Narzędzie powstało dzięki współpracy Ministerstwa Cyfryzacji, Straży Miejskiej w Sopocie, magistratu oraz prywatnej firmy. Dzięki dostępowi do centralnych baz danych strażnicy miejscy nie muszą podczas kontroli korzystać z pomocy policji.
– W czasach, gdy mierzymy się z różnymi zagrożeniami, ten system sprawi, że mieszkańcy Sopotu będą mogli czuć się bezpieczniej, a strażnicy miejscy zyskają realne wsparcie, bo nie będą już potrzebowali pomocy policji przy każdej weryfikacji danych. Dziękuję za współpracę, która przyniesie korzyści Sopotowi, a w przyszłości także innym samorządom i strażom miejskim w kraju – powiedział Jarosław Sarna, pełnomocnik ministra cyfryzacji ds. relacji z jednostkami samorządu terytorialnego.

(Fot. UMS)
– Bardzo się cieszę, że technologia może realnie przysłużyć się bezpieczeństwu. To wzorcowy przykład na to, jak postulaty strażników miejskich, którzy na co dzień patrolują miasto, zostały zrealizowane przez ministerstwo. Dziękuję wszystkim uczestnikom projektu, w tym zespołowi Smart City pod kierownictwem Magdaleny Cieślik, wiceprezydent miasta. Z pewnością będziemy rozwijać ten kierunek, również z wykorzystaniem sztucznej inteligencji w systemach monitoringu – zapowiedziała Magdalena Czarzyńska-Jachim, prezydent Sopotu.
Jak podkreślają sopoccy urzędnicy, mStraż spełnia najwyższe standardy bezpieczeństwa. Wersja „Mobile” działa wyłącznie na dedykowanych urządzeniach, natomiast mStraż „Web” funkcjonuje w przeglądarce poprzez bezpieczne połączenie i pozwala także na zarządzanie aplikacją.

Prezentacja aplikacji mStraż. Sopot, 01.12.2025 r. (Fot. UMS)
– Każdy strażnik miejski posiada indywidualny, szyfrowany login i osobisty PIN. Po zalogowaniu funkcjonariusz może znaleźć dane osoby legitymowanej poprzez numer PESEL lub podstawowe dane, takie jak imię i nazwisko, imię ojca czy data urodzenia. Dzięki temu możliwe jest potwierdzenie tożsamości także wtedy, gdy osoba kontrolowana nie ma przy sobie dokumentu ze zdjęciem ani aplikacji mObywatel. Po sprawdzeniu danych strażnik ma obowiązek wskazać powód legitymowania oraz lokalizację interwencji i sporządzić krótką notatkę – wyjaśnił Paweł Zgliński, zastępca komendanta Straży Miejskiej w Sopocie, zaangażowany w tworzenie narzędzia.

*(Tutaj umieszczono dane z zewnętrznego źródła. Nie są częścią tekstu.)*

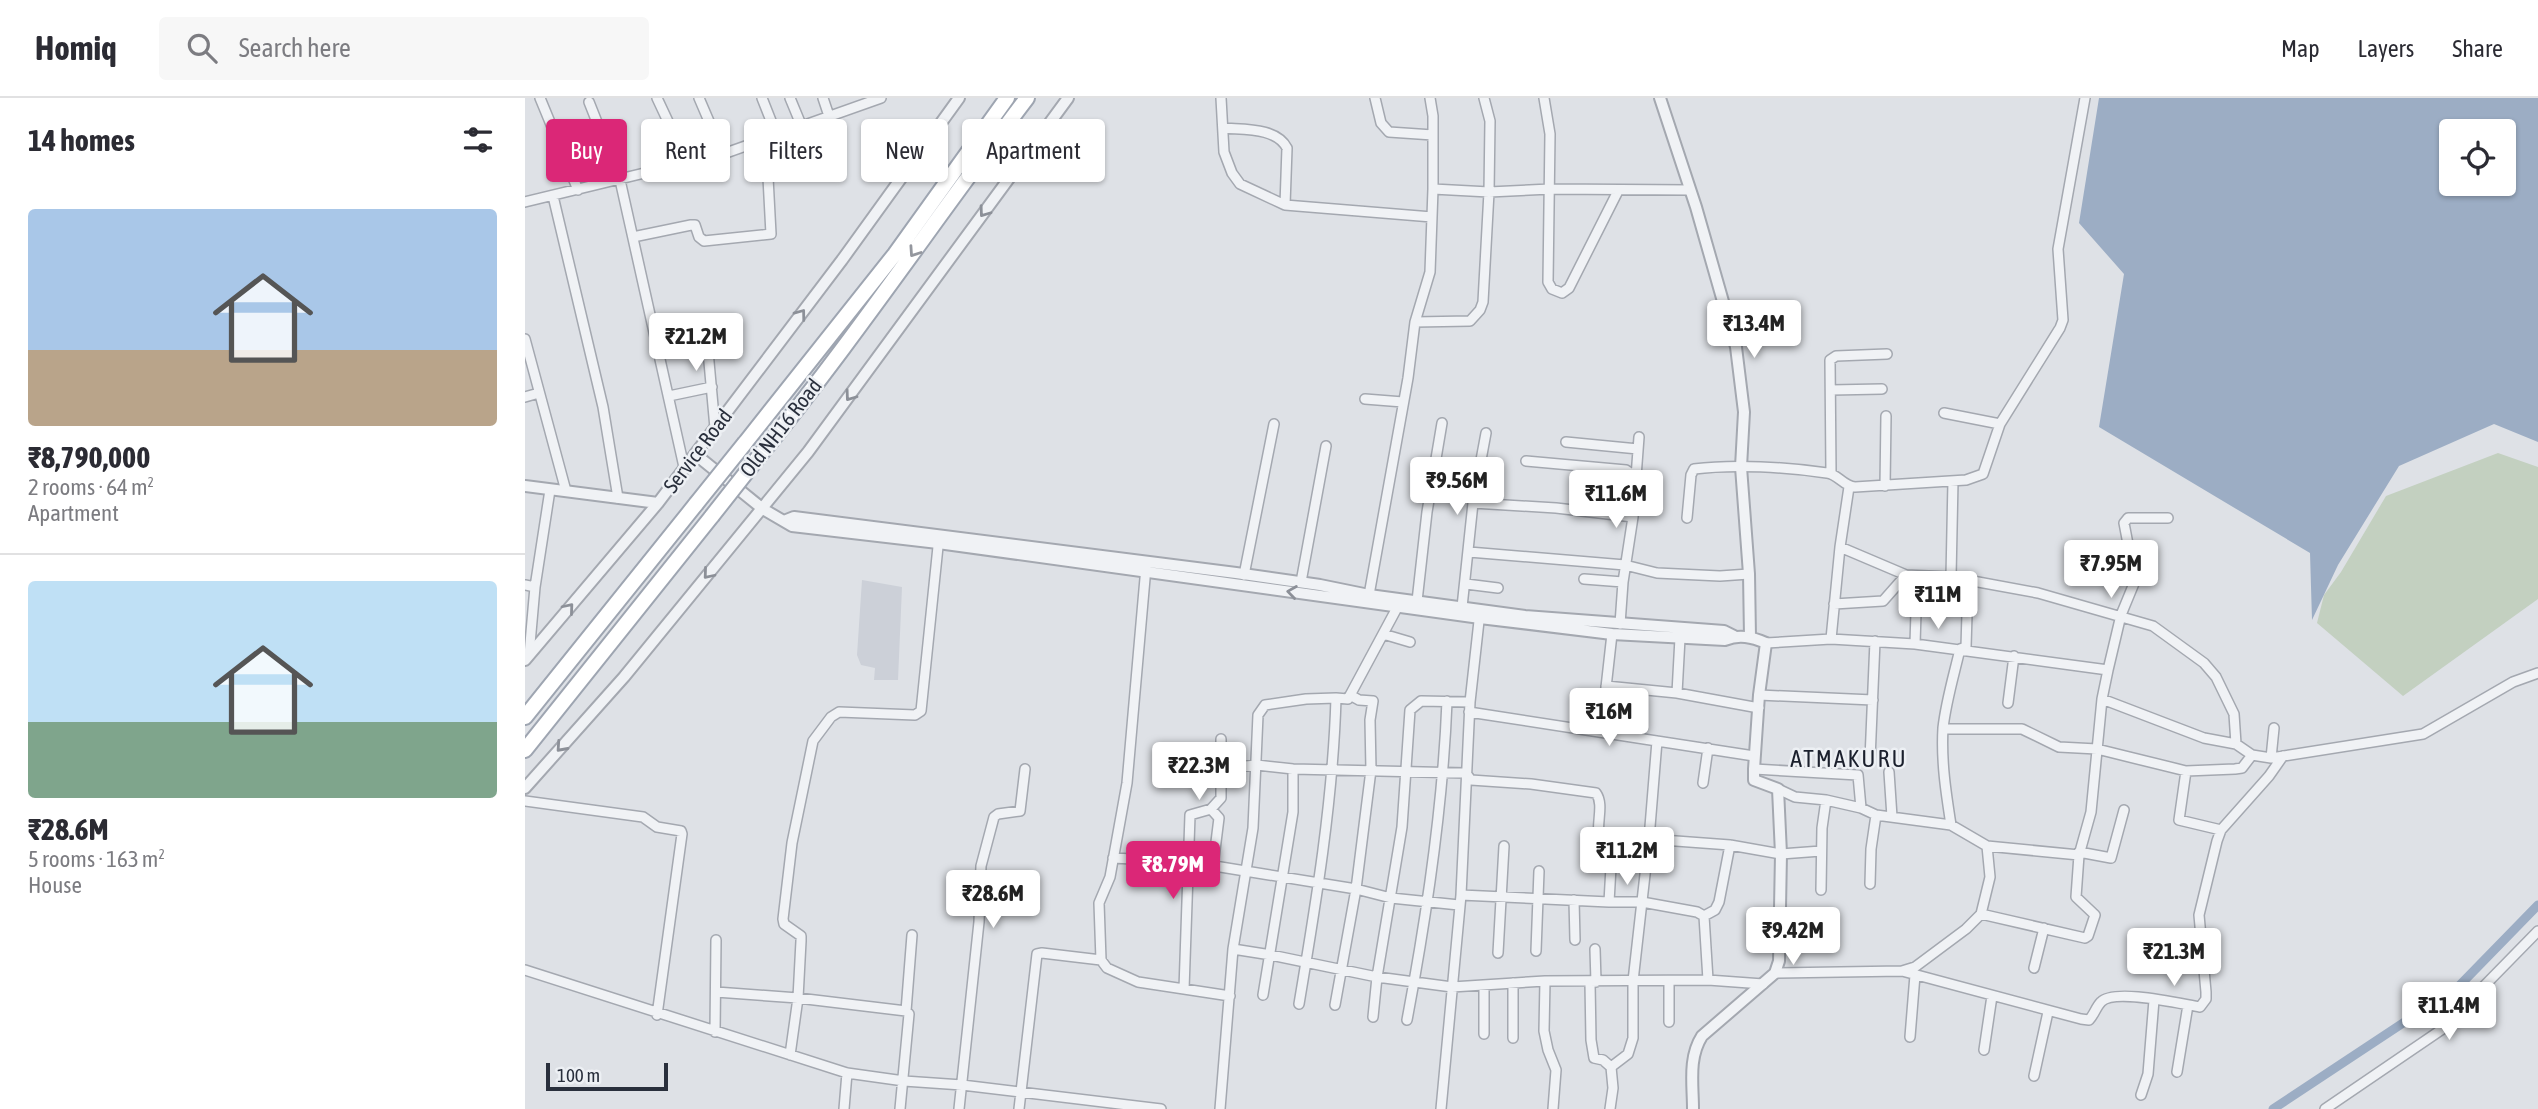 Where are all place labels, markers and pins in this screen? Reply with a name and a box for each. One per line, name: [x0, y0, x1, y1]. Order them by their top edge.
pin: ₹13.4M: [1697, 300, 1811, 360]
pin: ₹21.2M: [639, 314, 753, 373]
pin: ₹9.56M: [1400, 458, 1514, 517]
pin: ₹11.6M: [1559, 470, 1673, 530]
pin: ₹7.95M: [2054, 540, 2168, 600]
pin: ₹11M: [1897, 572, 1979, 631]
pin: ₹16M: [1568, 688, 1650, 748]
pin: ₹22.3M: [1142, 742, 1256, 802]
pin: ₹11.2M: [1570, 828, 1684, 887]
pin: ₹8.79M: [1116, 842, 1230, 901]
pin: ₹28.6M: [936, 870, 1050, 930]
pin: ₹9.42M: [1736, 908, 1850, 967]
pin: ₹21.3M: [2117, 928, 2231, 988]
pin: ₹11.4M: [2392, 982, 2506, 1042] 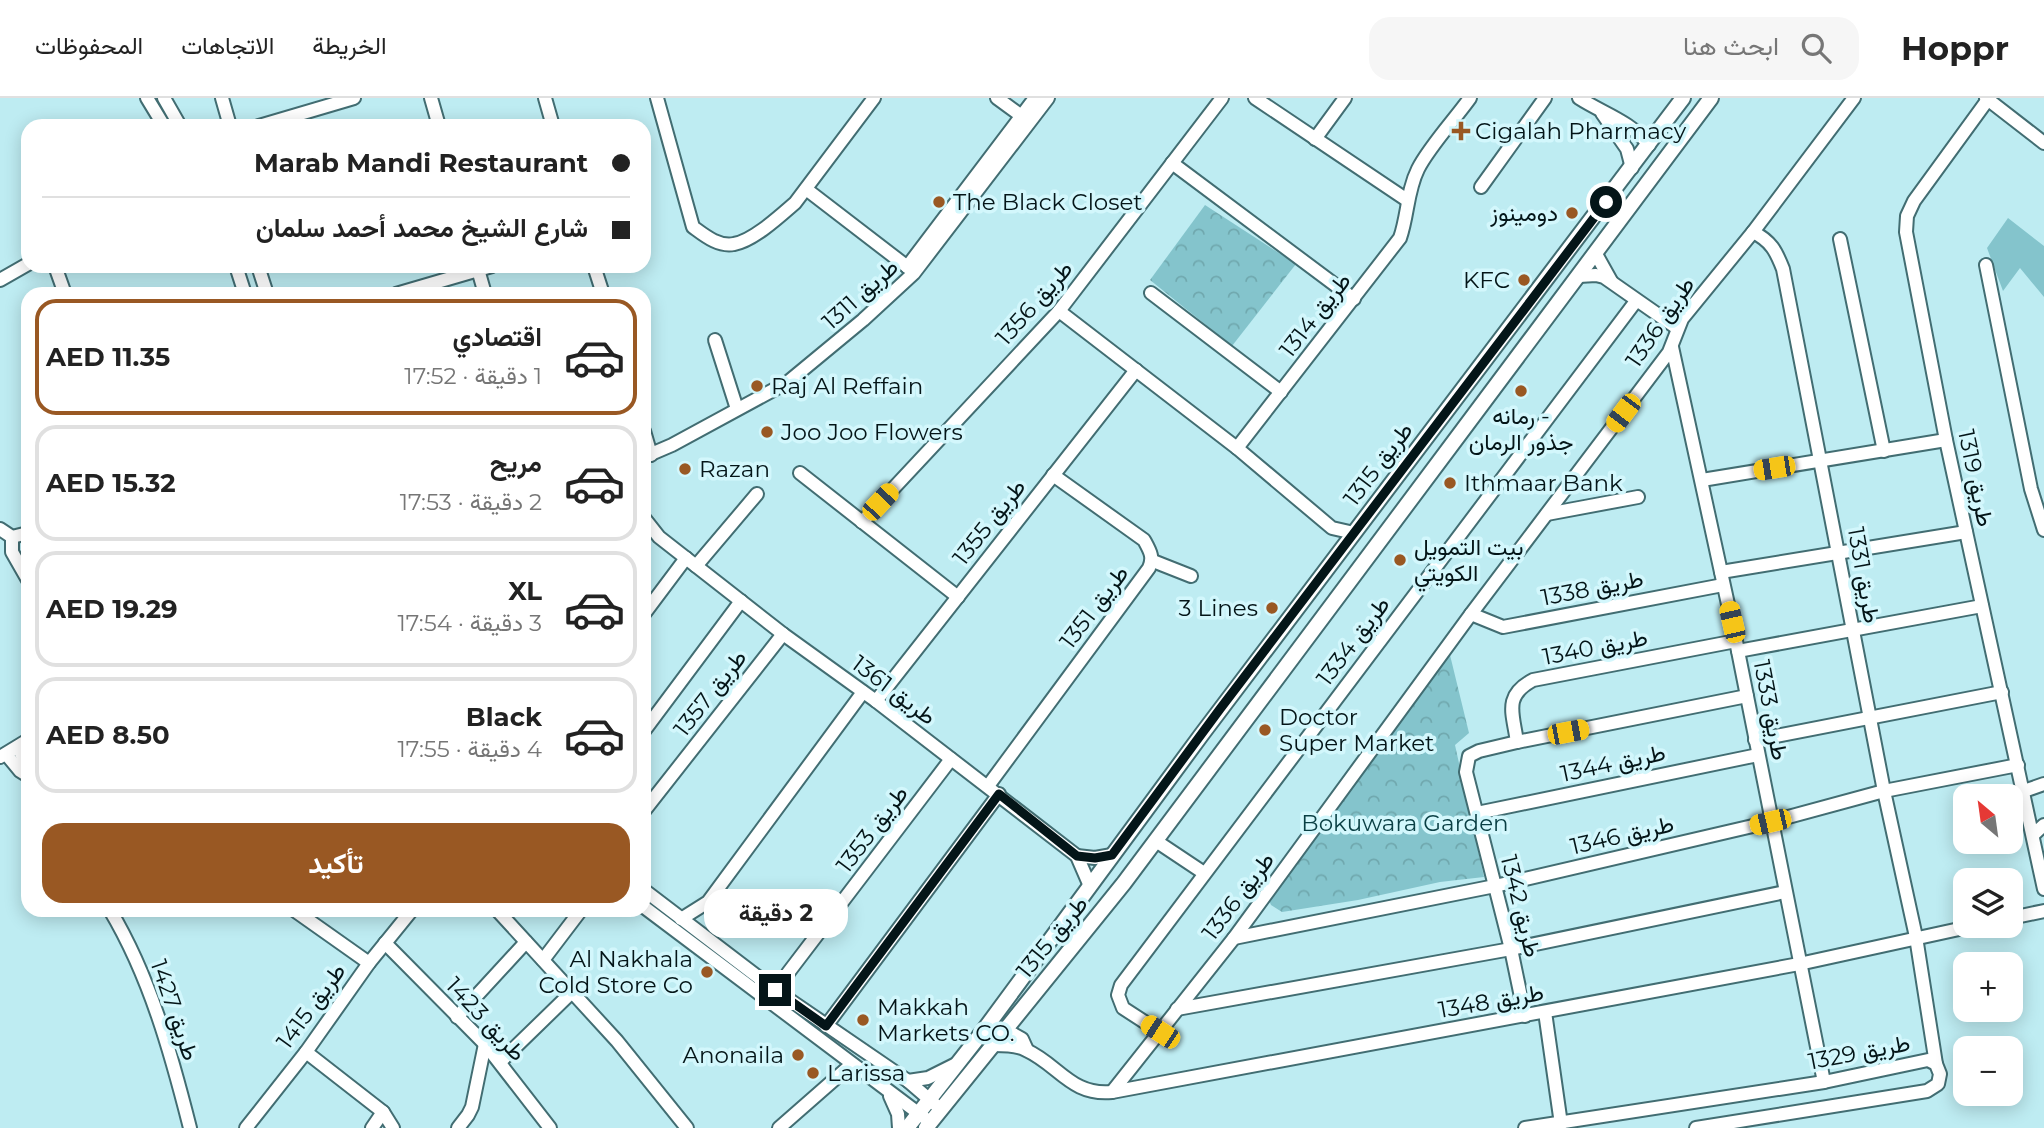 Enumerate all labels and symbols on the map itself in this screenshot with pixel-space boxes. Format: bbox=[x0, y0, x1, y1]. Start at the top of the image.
place label: Cigalah Pharmacy bbox=[1475, 117, 1687, 145]
marker: Cigalah Pharmacy bbox=[1453, 123, 1469, 139]
route start bbox=[1590, 186, 1622, 218]
place label: The Black Closet bbox=[953, 188, 1143, 216]
marker: The Black Closet bbox=[931, 194, 947, 210]
place label: دومينوز bbox=[1489, 199, 1558, 228]
marker: دومينوز bbox=[1564, 205, 1580, 221]
street label: طريق 1311 bbox=[816, 253, 904, 336]
street label: طريق 1356 bbox=[990, 255, 1079, 352]
place label: KFC bbox=[1463, 266, 1510, 294]
street label: طريق 1314 bbox=[1273, 267, 1357, 363]
marker: KFC bbox=[1516, 272, 1532, 288]
street label: طريق 1336 bbox=[1620, 272, 1701, 373]
place label: Raj Al Reffain bbox=[771, 372, 923, 400]
marker: Raj Al Reffain bbox=[749, 378, 765, 394]
marker: رمانه - جذور الرمان bbox=[1513, 383, 1529, 399]
car bbox=[1602, 390, 1645, 436]
place label: رمانه - جذور الرمان bbox=[1469, 402, 1573, 457]
street label: طريق 1315 bbox=[1338, 417, 1419, 512]
place label: Joo Joo Flowers bbox=[780, 418, 963, 446]
marker: Joo Joo Flowers bbox=[759, 424, 775, 440]
street label: طريق 1319 bbox=[1951, 427, 2000, 529]
car bbox=[1752, 454, 1797, 482]
place label: Razan bbox=[699, 455, 770, 483]
marker: Razan bbox=[677, 461, 693, 477]
place label: Ithmaar Bank bbox=[1464, 469, 1623, 497]
street label: طريق 1355 bbox=[947, 473, 1032, 571]
marker: Ithmaar Bank bbox=[1442, 475, 1458, 491]
car bbox=[858, 479, 903, 525]
street label: طريق 1331 bbox=[1841, 525, 1886, 625]
place label: بيت التمويل الكويتي bbox=[1414, 533, 1524, 592]
marker: بيت التمويل الكويتي bbox=[1392, 552, 1408, 568]
street label: طريق 1351 bbox=[1054, 560, 1135, 655]
street label: طريق 1338 bbox=[1538, 564, 1646, 613]
street label: طريق 1334 bbox=[1310, 591, 1396, 692]
place label: 3 Lines bbox=[1179, 594, 1258, 622]
car bbox=[1718, 599, 1747, 645]
marker: 3 Lines bbox=[1264, 600, 1280, 616]
street label: طريق 1340 bbox=[1540, 623, 1650, 672]
street label: طريق 1357 bbox=[668, 644, 753, 742]
street label: طريق 1361 bbox=[846, 649, 942, 732]
street label: طريق 1333 bbox=[1747, 657, 1794, 763]
place label: Doctor Super Market bbox=[1279, 703, 1434, 757]
car bbox=[1546, 718, 1591, 746]
marker: Doctor Super Market bbox=[1257, 722, 1273, 738]
street label: طريق 1344 bbox=[1558, 738, 1668, 789]
street label: طريق 1353 bbox=[830, 780, 915, 879]
north arrow bbox=[1953, 784, 2023, 854]
car bbox=[1748, 807, 1793, 837]
park label: Bokuwara Garden bbox=[1301, 809, 1509, 837]
street label: طريق 1346 bbox=[1568, 810, 1677, 861]
street label: طريق 1336 bbox=[1196, 846, 1281, 946]
street label: طريق 1342 bbox=[1494, 852, 1547, 960]
callout: 2 دقيقة bbox=[703, 888, 847, 938]
street label: طريق 1315 bbox=[1010, 890, 1094, 984]
place label: Al Nakhala Cold Store Co bbox=[538, 945, 693, 999]
street label: طريق 1427 bbox=[144, 956, 205, 1064]
street label: طريق 1415 bbox=[271, 958, 352, 1055]
marker: Al Nakhala Cold Store Co bbox=[699, 964, 715, 980]
street label: طريق 1423 bbox=[439, 971, 532, 1067]
route end bbox=[759, 974, 791, 1006]
street label: طريق 1348 bbox=[1436, 978, 1546, 1025]
place label: Makkah Markets CO. bbox=[877, 993, 1015, 1047]
marker: Makkah Markets CO. bbox=[855, 1012, 871, 1028]
car bbox=[1137, 1012, 1184, 1052]
street label: طريق 1329 bbox=[1806, 1028, 1912, 1077]
place label: Anonaila bbox=[682, 1041, 784, 1069]
marker: Anonaila bbox=[790, 1047, 806, 1063]
place label: Larissa bbox=[827, 1059, 905, 1087]
marker: Larissa bbox=[805, 1065, 821, 1081]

– Ta aplikacja to prawdziwy prezent pod choinkę dla wszystkich straży miejskich w Polsce, który otrzymaliśmy od Ministerstwa Cyfryzacji i firmy wykonawczej. Od dziś mStraż służy sopockim strażnikom w codziennej pracy. To podstawowe narzędzie, w które będą wyposażeni. Dzięki niemu skróci się czas interwencji i proces decyzyjny, co przełoży się na poprawę bezpieczeństwa – podkreślił Tomasz Dusza, komendant Straży Miejskiej w Sopocie.
Od poniedziałku sopoccy strażnicy mogą z pomocą mStraży weryfikować dane legitymowanych osób, w tym ich wizerunek. W planach jest rozszerzanie aplikacji o kolejne funkcjonalności.